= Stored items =
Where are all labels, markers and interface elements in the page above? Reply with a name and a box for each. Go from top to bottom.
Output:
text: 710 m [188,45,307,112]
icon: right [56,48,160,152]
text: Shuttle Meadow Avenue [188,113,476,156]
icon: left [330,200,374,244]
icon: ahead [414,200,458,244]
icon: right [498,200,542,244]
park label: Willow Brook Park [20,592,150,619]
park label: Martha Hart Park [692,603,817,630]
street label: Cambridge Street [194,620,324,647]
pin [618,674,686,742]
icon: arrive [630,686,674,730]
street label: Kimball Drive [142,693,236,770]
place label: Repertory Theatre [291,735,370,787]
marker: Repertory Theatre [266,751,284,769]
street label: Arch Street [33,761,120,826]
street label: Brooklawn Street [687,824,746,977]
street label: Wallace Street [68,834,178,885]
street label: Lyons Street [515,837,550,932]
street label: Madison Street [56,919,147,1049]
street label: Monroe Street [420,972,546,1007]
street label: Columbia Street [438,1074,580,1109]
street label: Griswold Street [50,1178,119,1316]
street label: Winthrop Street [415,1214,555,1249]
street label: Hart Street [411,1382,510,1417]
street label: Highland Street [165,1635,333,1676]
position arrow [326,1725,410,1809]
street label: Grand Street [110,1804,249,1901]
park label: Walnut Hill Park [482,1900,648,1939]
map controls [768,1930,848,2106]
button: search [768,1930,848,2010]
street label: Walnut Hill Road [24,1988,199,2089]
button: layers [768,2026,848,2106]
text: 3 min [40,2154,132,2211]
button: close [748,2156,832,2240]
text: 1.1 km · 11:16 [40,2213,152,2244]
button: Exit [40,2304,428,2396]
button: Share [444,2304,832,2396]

= Assigned task =
Output each record above exactly, omitting nothing.

= Reply to the task =
Where are all labels, markers and interface elements in the page above? Reply with a name and a box for each. Go from top to bottom.
Output:
text: 710 m [188,45,307,112]
icon: right [56,48,160,152]
text: Shuttle Meadow Avenue [188,113,476,156]
icon: left [330,200,374,244]
icon: ahead [414,200,458,244]
icon: right [498,200,542,244]
park label: Willow Brook Park [20,592,150,619]
park label: Martha Hart Park [692,603,817,630]
street label: Cambridge Street [194,620,324,647]
pin [618,674,686,742]
icon: arrive [630,686,674,730]
street label: Kimball Drive [142,693,236,770]
place label: Repertory Theatre [291,735,370,787]
marker: Repertory Theatre [266,751,284,769]
street label: Arch Street [33,761,120,826]
street label: Brooklawn Street [687,824,746,977]
street label: Wallace Street [68,834,178,885]
street label: Lyons Street [515,837,550,932]
street label: Madison Street [56,919,147,1049]
street label: Monroe Street [420,972,546,1007]
street label: Columbia Street [438,1074,580,1109]
street label: Griswold Street [50,1178,119,1316]
street label: Winthrop Street [415,1214,555,1249]
street label: Hart Street [411,1382,510,1417]
street label: Highland Street [165,1635,333,1676]
position arrow [326,1725,410,1809]
street label: Grand Street [110,1804,249,1901]
park label: Walnut Hill Park [482,1900,648,1939]
map controls [768,1930,848,2106]
button: search [768,1930,848,2010]
street label: Walnut Hill Road [24,1988,199,2089]
button: layers [768,2026,848,2106]
text: 3 min [40,2154,132,2211]
button: close [748,2156,832,2240]
text: 1.1 km · 11:16 [40,2213,152,2244]
button: Exit [40,2304,428,2396]
button: Share [444,2304,832,2396]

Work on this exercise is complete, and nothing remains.